How do we coach it? By coaching our principals in design exercises, supporting them with small pilot attempts, and deeply listening to the needs of our teachers around which bullets are working and how to collaborate for larger cannon balls for non-readers, technology hacks, or teacher training in restorative practices. These coaching moments are critical as we check in on each 5 milepost along the way to the pole.

Level 5 ambition – The optimum balance of professional will and personal humility is level 5 ambition. We are developing micro-credential pathways for leaders to add to their knowledge, skills, and dispositions to create personal and professional supports.
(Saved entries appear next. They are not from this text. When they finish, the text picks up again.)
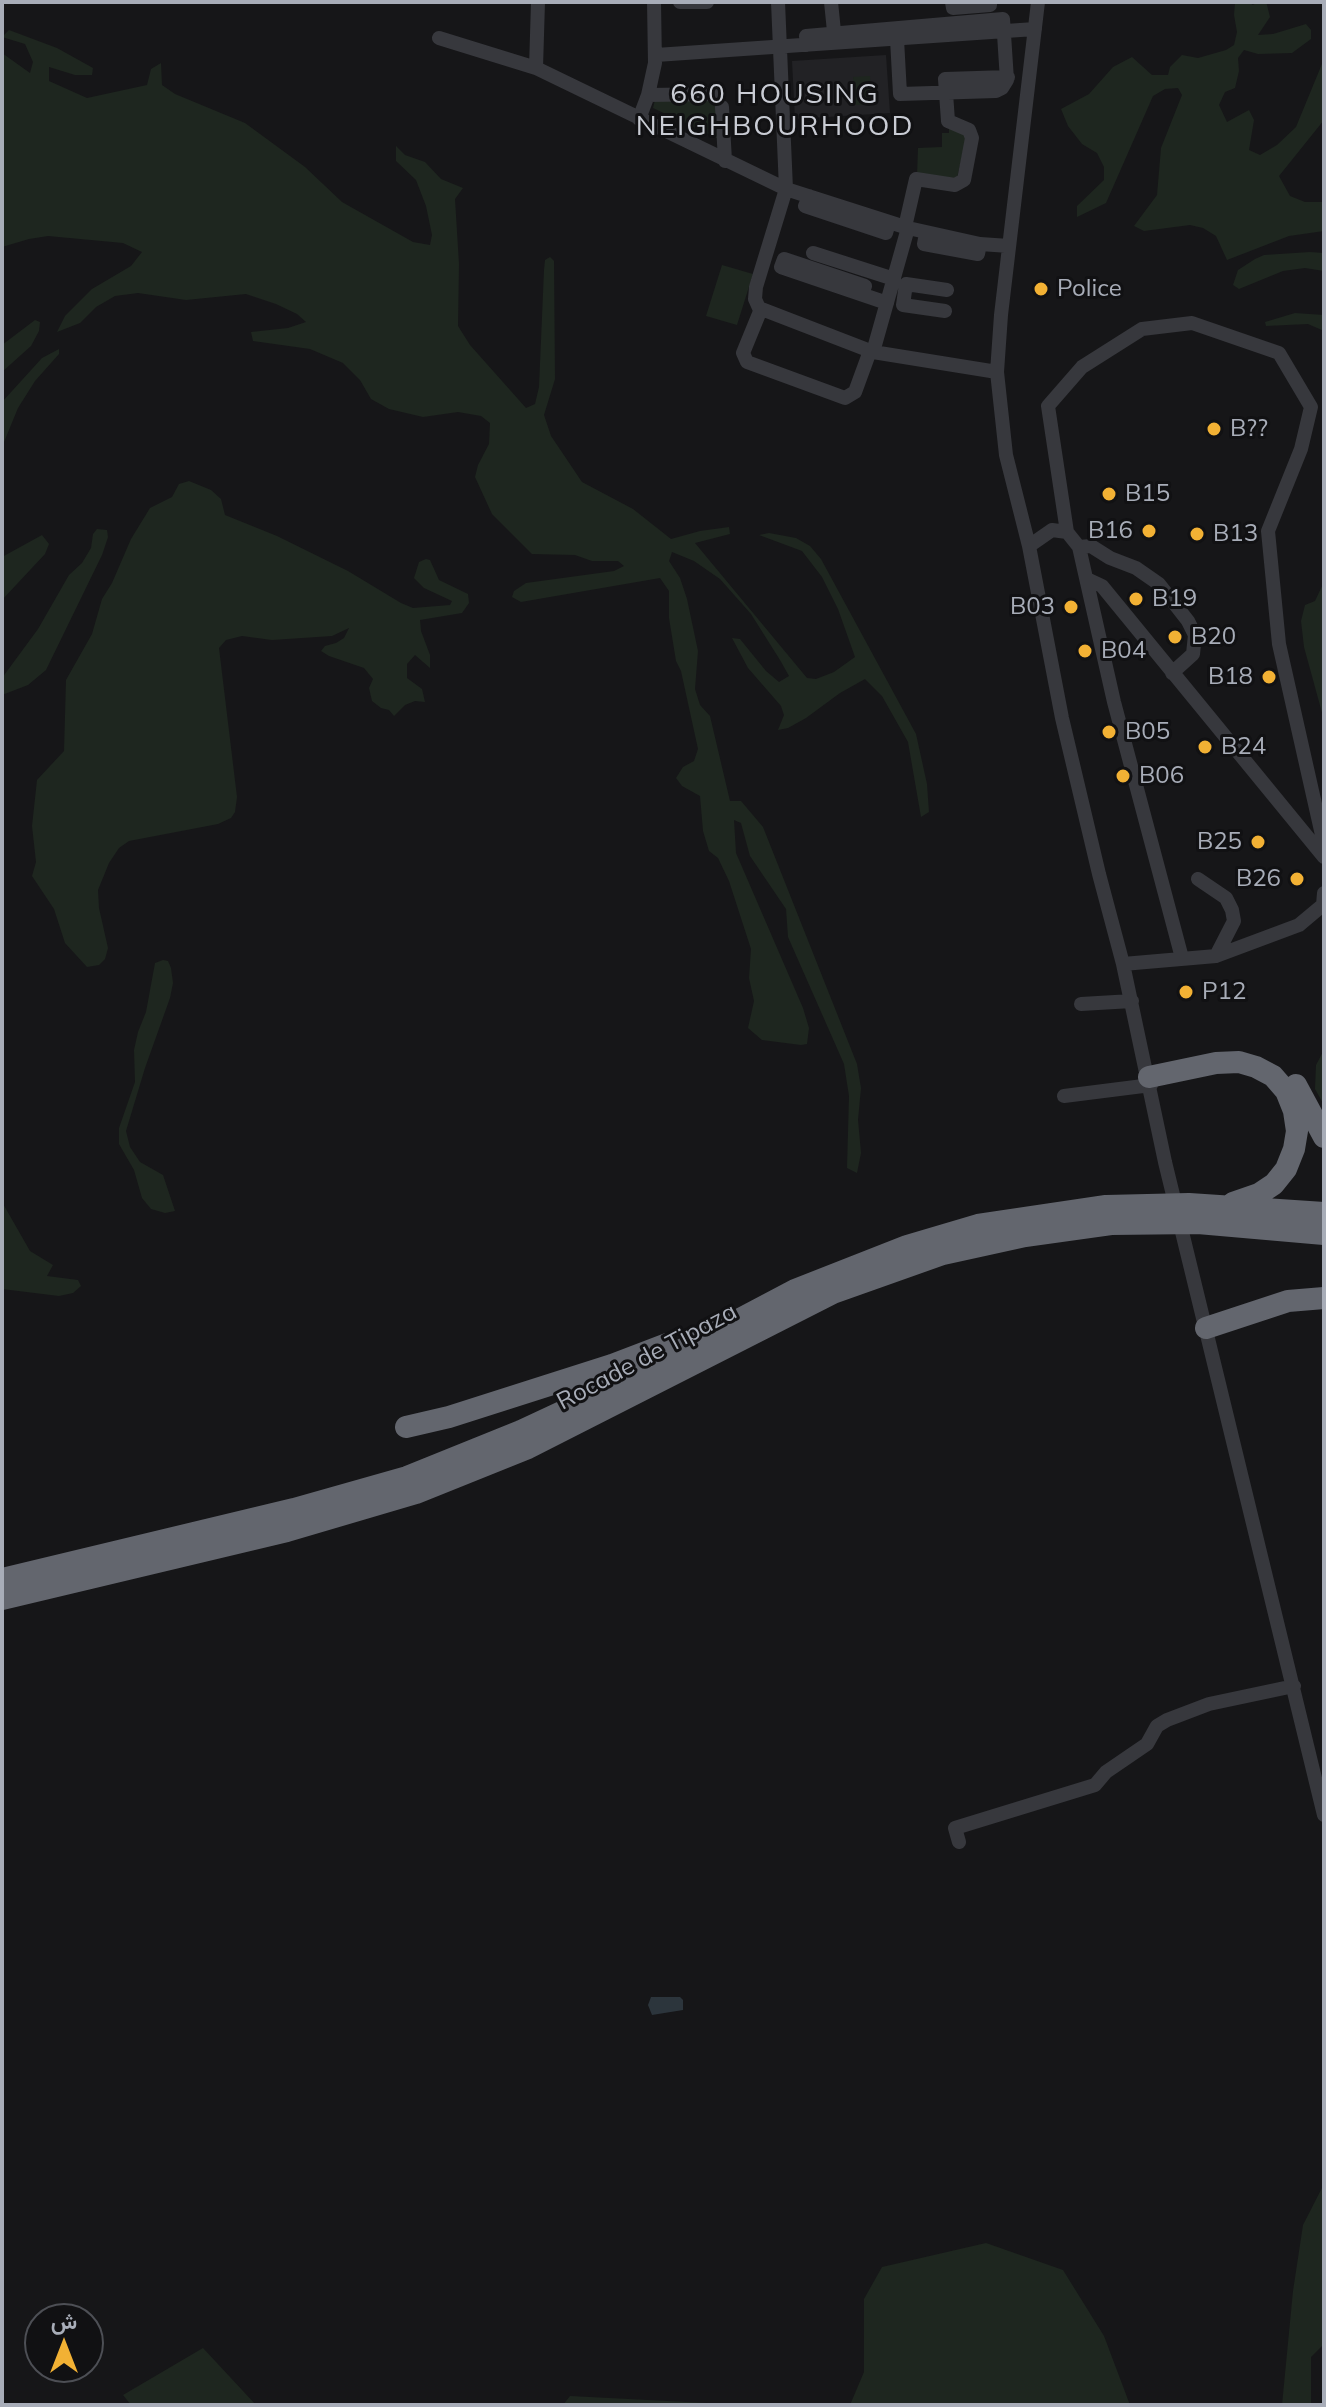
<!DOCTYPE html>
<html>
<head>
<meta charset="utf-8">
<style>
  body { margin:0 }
  #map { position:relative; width:1326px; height:2407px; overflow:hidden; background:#161618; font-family:Mulish,Vazirmatn,sans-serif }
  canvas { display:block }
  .frame { position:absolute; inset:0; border:4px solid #a8adb8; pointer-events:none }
  .north { position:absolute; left:24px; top:2303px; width:80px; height:80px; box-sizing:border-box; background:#111113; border:2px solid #4d4f55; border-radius:50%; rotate:0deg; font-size:22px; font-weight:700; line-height:32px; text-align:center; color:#a8adb8 }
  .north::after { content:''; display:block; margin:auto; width:28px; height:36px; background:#f2b134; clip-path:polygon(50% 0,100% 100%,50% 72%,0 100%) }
</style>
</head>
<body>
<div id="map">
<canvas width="1326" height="2407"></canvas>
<div class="frame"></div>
<div class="north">ش</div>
</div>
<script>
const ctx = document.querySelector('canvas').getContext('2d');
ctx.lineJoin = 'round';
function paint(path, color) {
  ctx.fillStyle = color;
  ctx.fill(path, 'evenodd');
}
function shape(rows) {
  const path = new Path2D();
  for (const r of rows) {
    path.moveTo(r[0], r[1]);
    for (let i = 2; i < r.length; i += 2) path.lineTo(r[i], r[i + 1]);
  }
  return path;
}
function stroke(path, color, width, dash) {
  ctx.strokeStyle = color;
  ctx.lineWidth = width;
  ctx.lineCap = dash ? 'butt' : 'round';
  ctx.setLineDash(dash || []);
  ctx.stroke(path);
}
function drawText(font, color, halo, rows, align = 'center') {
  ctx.font = font + ' Mulish,sans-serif';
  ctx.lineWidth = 6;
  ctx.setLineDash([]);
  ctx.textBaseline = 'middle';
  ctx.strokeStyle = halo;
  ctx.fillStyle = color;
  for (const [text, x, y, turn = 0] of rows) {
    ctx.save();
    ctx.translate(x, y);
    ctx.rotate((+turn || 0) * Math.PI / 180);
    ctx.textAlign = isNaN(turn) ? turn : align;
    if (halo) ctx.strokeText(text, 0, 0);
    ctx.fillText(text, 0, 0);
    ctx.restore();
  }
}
const built = shape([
  [886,55,890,113,795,119,792,61]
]);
const green = shape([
  [1248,2,1253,5,1257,2,1266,2,1267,5,1270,17,1258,35,1273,34,1306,24,1311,30,1311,39,1292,53,1258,54,1244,50,1238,58,1239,71,1235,88,1225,92,1219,105,1227,122,1249,110,1254,120,1249,150,1260,155,1277,145,1296,127,1324,59,1324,120,1279,176,1290,196,1305,202,1324,202,1324,231,1289,236,1227,260,1216,236,1203,228,1190,225,1144,231,1134,226,1157,195,1161,148,1182,95,1178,88,1165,89,1153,96,1106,203,1077,217,1077,206,1104,180,1104,167,1097,153,1082,144,1068,126,1061,109,1089,94,1113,67,1132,57,1152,75,1168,75,1170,67,1182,55,1198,58,1226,50,1234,45,1237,32,1234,15,1235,3],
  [9,30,57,48,93,68,92,75,75,75,49,67,49,81,87,98,147,85,151,69,161,63,162,85,175,94,245,123,305,167,342,202,413,242,430,245,432,235,426,206,416,180,396,161,396,146,405,155,425,162,441,179,463,188,455,199,459,264,458,326,470,345,526,408,535,404,539,387,544,270,545,260,550,257,554,261,555,379,544,415,551,436,582,482,633,509,671,539,700,531,729,527,730,534,695,543,807,678,816,679,834,672,855,657,838,609,822,577,802,551,759,535,769,533,796,538,810,546,821,559,916,734,927,784,929,812,921,817,908,742,882,696,865,679,840,693,806,718,788,728,778,730,784,715,781,706,748,668,732,638,740,639,766,671,779,682,789,676,780,660,751,614,720,579,694,561,672,552,669,561,680,578,687,599,698,651,695,689,700,705,710,716,730,801,741,801,763,827,857,1064,861,1088,858,1120,861,1153,857,1173,847,1168,849,1096,844,1064,788,937,786,909,750,856,741,823,734,820,736,853,803,1008,809,1028,807,1044,801,1045,762,1040,748,1028,754,1001,749,978,751,949,729,881,718,858,709,851,703,831,700,796,682,786,676,778,683,767,694,761,698,749,681,671,676,661,669,618,669,591,660,578,521,602,512,597,514,591,526,583,614,571,624,566,618,561,592,561,575,555,532,554,492,514,475,477,478,465,489,444,490,423,481,416,458,412,423,417,389,409,371,399,360,380,343,363,310,349,253,341,251,332,288,328,306,322,297,314,276,304,246,294,186,300,138,293,115,296,96,307,80,323,57,332,65,316,92,289,131,266,142,252,123,243,48,236,29,239,2,247,2,53,30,73,33,62,25,44,2,37],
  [870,76,872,104,855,105,853,77],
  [719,97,721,140,653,108,655,100],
  [949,126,967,134,957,178,954,180,917,176,918,148,942,147,942,133,949,133],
  [1310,252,1324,253,1324,271,1305,268,1283,271,1239,289,1233,285,1238,270,1255,259,1264,255],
  [722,265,753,274,737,325,706,316],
  [1295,313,1324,315,1324,331,1308,324,1266,326,1265,322],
  [35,320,40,322,39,331,31,346,2,372,2,345],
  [59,349,59,354,35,381,18,408,2,447,2,402,42,358],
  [189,481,211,490,221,499,225,515,277,536,348,571,401,603,413,608,450,605,452,601,424,588,414,578,419,562,426,559,430,560,439,580,468,594,469,603,462,613,420,620,421,631,430,655,430,668,415,655,407,664,407,678,422,689,425,702,415,701,405,705,394,716,389,710,381,708,372,701,369,688,373,679,364,668,329,656,321,651,325,646,336,643,344,638,349,628,332,636,272,640,242,636,226,640,219,648,237,797,235,812,231,818,218,824,129,841,119,848,109,863,98,890,99,908,108,948,105,959,99,965,87,967,65,943,54,909,32,876,36,862,32,826,37,780,64,751,66,680,92,634,102,599,112,583,131,539,150,508,172,497,179,484],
  [97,529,107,530,108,537,102,555,46,670,28,685,2,695,2,678,38,629,69,575,82,563,91,548,93,534],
  [42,535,49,544,45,554,2,600,2,557],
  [1324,582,1324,720,1304,647,1301,621,1305,605,1315,601],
  [163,960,168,961,171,968,173,983,170,998,145,1068,126,1131,130,1147,140,1162,163,1175,175,1211,165,1213,151,1209,142,1198,134,1170,119,1144,119,1128,135,1082,134,1050,138,1032,146,1012,155,963],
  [1324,1050,1324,1105,1315,1089,1316,1065],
  [2,1202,30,1251,53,1265,47,1276,78,1280,81,1286,73,1293,59,1296,2,1289],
  [1324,2184,1324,2344,1311,2357,1311,2405,1282,2405,1293,2291,1303,2225],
  [986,2243,1063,2270,1104,2336,1130,2405,850,2405,864,2372,864,2299,882,2267],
  [203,2348,256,2405,131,2405,123,2395],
  [570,2396,746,2405,563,2405]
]);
const water = shape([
  [651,1997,680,1997,683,2000,683,2010,652,2015,648,2005]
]);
const minor = shape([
  [680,2,707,2],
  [778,2,786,189,756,287,755,299,759,308,873,352,997,372],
  [831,2,835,41],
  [952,2,953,8,990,5,990,2],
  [1038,2,1001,315,997,372,1006,455,1029,546,1062,718,1099,874,1123,964,1165,1162,1324,1815],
  [439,38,536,68,786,189,908,228,980,244,1009,246],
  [807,45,806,36,1003,19,1007,80,1002,88,996,91,900,94,897,39],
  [656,55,1035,29],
  [536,68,538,2],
  [648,95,719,94],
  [722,107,725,161],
  [639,119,648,95,655,63,654,2],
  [809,196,805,206,886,233,889,223],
  [905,227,916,179,955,185,964,180,972,138,969,130,948,121,945,79,1008,77],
  [926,233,924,244,978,254,980,244],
  [813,253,894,279],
  [862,294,865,286,784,259,781,267,887,303],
  [761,309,743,353,747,362,845,398,855,392,870,351],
  [945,311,903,305,906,284,947,290],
  [873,352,908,228],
  [1067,532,1048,406,1082,367,1142,329,1192,323,1279,353,1311,407,1301,449,1268,531,1279,644,1324,844],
  [1029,546,1052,530,1067,532,1079,547,1114,702,1182,958],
  [1079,547,1091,546,1110,558,1136,568,1159,584,1188,621,1195,635,1193,654,1172,673],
  [1087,579,1102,586,1324,857],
  [1198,879,1226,898,1232,910,1234,921,1216,956],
  [1123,964,1216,956,1299,925,1323,905,1324,893],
  [1081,1004,1132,1001],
  [1064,1096,1151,1085],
  [959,1842,955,1828,1095,1785,1106,1772,1147,1744,1157,1726,1167,1720,1209,1704,1294,1686]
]);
const highway = shape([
  [1149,1077,1216,1063,1239,1062,1256,1067,1273,1076,1286,1091,1294,1111,1297,1131,1294,1149,1286,1169,1274,1184,1259,1194,1233,1203],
  [1296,1085,1324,1137],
  [1206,1328,1288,1301,1324,1298],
  [406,1427,449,1417,612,1365,667,1344],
  [2,1579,294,1509,407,1477,521,1431,581,1403,795,1290,907,1246,978,1225,1106,1206,1189,1204,1324,1213],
  [2,1599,287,1531,416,1493,528,1448,833,1293,943,1254,1025,1236,1111,1224,1198,1223,1324,1234]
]);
const markers = [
  [1041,289,8,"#f2b134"],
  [1214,429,8,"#f2b134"],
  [1109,494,8,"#f2b134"],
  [1149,531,8,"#f2b134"],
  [1197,534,8,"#f2b134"],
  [1136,599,8,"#f2b134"],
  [1071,607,8,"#f2b134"],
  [1175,637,8,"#f2b134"],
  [1085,651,8,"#f2b134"],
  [1269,677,8,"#f2b134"],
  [1109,732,8,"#f2b134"],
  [1205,747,8,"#f2b134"],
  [1123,776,8,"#f2b134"],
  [1258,842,8,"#f2b134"],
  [1297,879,8,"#f2b134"],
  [1186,992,8,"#f2b134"]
];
const poiNames = [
  ["Police",1057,289],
  ["B??",1230,429],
  ["B15",1125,494],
  ["B16",1133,531,"right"],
  ["B13",1213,534],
  ["B19",1152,599],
  ["B03",1055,607,"right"],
  ["B20",1191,637],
  ["B04",1101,651],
  ["B18",1253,677,"right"],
  ["B05",1125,732],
  ["B24",1221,747],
  ["B06",1139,776],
  ["B25",1242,842,"right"],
  ["B26",1281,879,"right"],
  ["P12",1202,992]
];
const streetNames = [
  ["Rocade de Tipaza",647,1357,-28]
];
const quarterNames = [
  ["660 HOUSING",775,95],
  ["NEIGHBOURHOOD",775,127]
];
paint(built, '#222225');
paint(green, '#1e261f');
paint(water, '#2c353c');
stroke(minor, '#37383d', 14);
stroke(highway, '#63666e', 22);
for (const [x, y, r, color] of markers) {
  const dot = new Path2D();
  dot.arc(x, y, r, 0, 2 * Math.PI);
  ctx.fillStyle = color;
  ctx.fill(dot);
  stroke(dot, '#111113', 3);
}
drawText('24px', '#a8adb8', '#111113', poiNames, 'left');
drawText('24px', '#a8adb8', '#111113', streetNames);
ctx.letterSpacing = '2px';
drawText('28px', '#c9ccd4', '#111113', quarterNames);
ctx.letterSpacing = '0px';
</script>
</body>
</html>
And, we pull up frequently to look in the mirror and set standards for an enduring organization capable of consistent 20-mile marches to turnaround America’s most challenging schools. 

How do we coach it? By sharing our success with our teams, honoring the team and work in public, and a reliance on the long play. In short, we want to build inspired standards at Matchbook not burn out with short -lived charisma and boastful market behavior.

Without a doubt we have assembled an awesome team of marchers. Not unlike both Scott and Amundsen, we continue to encounter unexpected climates, risk, and obstacles along the way of turning around our schools. However, very much like Amundsen, we are fanatically disciplined towards coaching our 20-mile march in ways that cultivate a culture of success and sustainability for the long march of transformation ahead.